Politische Streitfragen werden zunehmend als Wissensfragen verhandelt. Soziologen befürchten, dass typische politische Aushandlungsprozesse darüber verloren gingen. Es entstünde der Eindruck, dass sich aus dem besseren Wissen automatisch Handlungszwänge ergeben. Aber aus der wissenschaftlichen Expertise heraus ergebe sich noch kein politischer Sachzwang. Wie gelingt es, zwischen epistemischen und normativen Fragen zu unterscheiden und entsprechend zu kommunizieren?

Latif : Am Ende sind wir alle Menschen. Auch wenn ich mich um maximale Objektivität bemühe und probiere ausschließlich auf der Erkenntnisseite zu sein, wird es mir nicht immer gelingen. Als Mensch bezieht man meistens doch normative Aspekte mit ein. Die Rolle der Wissenschaft kann idealerweise nur sein, Handlungsoptionen aufzuzeigen. Wir Wissenschaftler können nicht die Rolle der Politik übernehmen. Es gibt es einen Diskurs in der Öffentlichkeit und der hat eben viele Facetten.

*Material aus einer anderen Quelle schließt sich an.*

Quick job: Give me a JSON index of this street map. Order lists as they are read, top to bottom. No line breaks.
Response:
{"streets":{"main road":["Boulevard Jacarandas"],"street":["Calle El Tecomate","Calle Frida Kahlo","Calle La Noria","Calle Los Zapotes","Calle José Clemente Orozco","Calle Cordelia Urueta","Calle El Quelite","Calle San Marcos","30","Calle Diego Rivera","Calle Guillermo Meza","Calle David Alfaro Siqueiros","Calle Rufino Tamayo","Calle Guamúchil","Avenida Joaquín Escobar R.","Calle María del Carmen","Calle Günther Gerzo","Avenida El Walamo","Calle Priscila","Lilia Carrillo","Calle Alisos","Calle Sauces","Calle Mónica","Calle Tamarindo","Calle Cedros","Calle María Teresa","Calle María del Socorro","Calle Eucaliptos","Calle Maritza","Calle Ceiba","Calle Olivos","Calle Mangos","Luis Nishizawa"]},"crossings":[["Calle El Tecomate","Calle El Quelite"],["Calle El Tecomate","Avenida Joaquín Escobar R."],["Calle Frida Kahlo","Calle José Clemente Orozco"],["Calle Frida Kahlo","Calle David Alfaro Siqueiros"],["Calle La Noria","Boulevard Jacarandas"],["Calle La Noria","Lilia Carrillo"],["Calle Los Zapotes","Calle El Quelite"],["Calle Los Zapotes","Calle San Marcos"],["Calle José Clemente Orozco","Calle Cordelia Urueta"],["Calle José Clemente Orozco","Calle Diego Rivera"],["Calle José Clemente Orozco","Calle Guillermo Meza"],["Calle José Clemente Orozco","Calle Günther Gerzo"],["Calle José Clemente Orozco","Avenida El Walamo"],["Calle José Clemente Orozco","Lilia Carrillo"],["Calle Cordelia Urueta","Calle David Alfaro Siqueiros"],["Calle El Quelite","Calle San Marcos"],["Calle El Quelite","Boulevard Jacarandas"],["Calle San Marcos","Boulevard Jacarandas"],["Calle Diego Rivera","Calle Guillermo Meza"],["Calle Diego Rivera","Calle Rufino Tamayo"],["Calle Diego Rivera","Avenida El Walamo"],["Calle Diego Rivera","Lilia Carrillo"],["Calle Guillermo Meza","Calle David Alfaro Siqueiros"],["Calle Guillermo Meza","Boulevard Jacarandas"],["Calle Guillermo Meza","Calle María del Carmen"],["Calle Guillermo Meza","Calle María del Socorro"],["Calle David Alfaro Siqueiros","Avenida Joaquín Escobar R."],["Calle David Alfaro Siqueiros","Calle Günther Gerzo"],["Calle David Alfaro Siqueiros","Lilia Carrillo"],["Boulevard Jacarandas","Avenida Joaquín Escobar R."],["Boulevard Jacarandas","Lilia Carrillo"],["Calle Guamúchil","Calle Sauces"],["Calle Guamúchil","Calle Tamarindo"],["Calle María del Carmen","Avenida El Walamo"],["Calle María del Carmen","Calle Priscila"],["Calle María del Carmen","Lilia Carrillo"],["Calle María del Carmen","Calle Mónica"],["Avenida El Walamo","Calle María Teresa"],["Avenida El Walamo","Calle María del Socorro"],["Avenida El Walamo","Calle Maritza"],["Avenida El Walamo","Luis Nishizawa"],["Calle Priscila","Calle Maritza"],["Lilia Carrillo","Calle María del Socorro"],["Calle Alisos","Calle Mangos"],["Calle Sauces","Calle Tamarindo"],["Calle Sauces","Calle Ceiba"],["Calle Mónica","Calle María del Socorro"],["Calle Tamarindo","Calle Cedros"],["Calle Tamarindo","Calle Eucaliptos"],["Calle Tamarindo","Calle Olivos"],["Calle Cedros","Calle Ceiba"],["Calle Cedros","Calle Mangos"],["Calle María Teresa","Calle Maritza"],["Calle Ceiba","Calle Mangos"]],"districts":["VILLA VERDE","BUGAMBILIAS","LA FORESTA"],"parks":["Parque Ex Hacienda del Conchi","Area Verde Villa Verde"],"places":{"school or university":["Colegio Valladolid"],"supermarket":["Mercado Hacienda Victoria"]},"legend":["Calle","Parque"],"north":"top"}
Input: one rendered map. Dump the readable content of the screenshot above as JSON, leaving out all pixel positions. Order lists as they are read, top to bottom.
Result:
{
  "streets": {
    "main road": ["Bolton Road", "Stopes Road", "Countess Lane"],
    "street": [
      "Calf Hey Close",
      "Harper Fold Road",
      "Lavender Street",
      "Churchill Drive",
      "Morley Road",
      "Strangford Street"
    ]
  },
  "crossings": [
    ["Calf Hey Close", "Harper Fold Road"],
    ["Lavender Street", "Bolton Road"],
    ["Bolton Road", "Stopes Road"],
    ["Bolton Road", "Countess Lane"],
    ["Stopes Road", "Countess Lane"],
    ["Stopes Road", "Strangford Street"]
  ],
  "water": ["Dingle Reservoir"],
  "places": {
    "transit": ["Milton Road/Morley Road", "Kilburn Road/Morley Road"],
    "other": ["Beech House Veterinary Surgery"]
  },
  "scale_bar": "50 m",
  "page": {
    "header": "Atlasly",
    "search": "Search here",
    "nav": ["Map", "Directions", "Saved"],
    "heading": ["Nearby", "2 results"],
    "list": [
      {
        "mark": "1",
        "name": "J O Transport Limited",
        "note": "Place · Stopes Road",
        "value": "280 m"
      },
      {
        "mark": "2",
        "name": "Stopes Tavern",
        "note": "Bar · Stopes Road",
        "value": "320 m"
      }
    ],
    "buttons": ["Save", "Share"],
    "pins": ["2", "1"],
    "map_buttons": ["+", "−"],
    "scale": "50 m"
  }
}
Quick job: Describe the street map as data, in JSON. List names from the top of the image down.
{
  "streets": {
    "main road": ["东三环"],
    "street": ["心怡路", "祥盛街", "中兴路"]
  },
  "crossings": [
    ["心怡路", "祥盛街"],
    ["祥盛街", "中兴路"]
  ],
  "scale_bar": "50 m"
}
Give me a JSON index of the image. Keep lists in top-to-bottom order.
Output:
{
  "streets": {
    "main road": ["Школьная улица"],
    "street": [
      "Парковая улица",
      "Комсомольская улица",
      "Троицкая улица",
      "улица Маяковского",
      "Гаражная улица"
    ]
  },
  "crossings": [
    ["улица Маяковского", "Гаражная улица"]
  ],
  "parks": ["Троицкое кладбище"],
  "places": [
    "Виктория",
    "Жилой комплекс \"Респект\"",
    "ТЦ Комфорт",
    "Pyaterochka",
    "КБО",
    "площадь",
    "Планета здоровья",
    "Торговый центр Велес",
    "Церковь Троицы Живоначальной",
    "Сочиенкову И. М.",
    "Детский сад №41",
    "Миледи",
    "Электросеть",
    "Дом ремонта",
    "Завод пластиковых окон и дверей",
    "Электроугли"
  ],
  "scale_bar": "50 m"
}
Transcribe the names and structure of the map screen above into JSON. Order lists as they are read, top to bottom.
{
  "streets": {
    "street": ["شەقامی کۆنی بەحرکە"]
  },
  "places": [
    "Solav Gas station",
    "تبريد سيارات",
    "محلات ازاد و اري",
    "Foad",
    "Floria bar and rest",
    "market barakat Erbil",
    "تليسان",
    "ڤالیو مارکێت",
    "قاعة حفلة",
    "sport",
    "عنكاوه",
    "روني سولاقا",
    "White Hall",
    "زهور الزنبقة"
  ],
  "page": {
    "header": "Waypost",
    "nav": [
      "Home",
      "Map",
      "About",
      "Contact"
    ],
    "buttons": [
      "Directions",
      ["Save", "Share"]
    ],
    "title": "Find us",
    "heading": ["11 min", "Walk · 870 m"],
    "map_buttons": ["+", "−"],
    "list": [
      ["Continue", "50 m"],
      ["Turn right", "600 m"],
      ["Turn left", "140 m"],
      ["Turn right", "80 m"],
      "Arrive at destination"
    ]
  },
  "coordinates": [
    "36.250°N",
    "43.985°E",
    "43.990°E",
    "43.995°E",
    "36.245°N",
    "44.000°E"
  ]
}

Kohleunternehmen werden vielleicht bei der Dinglichkeit des Handelns eher untertreiben und Umweltorganisationen vielleicht eher übertreiben. Das ist eben in einer demokratischen Gesellschaft so. Aber am Ende entscheidet die Politik und das ist auch gut so. Wir in der Wissenschaft berechnen Klimamodelle, aber kein Modell ist perfekt und niemand weiß ganz genau, was passieren wird. Wir müssen also ein Stück weit auf der Basis unsicherer Erkenntnis handeln. Da komme ich wieder zu meinem ersten Punkt: Wenn ich nicht ganz genau weiß, was passiert – möglichst den Ball flach halten.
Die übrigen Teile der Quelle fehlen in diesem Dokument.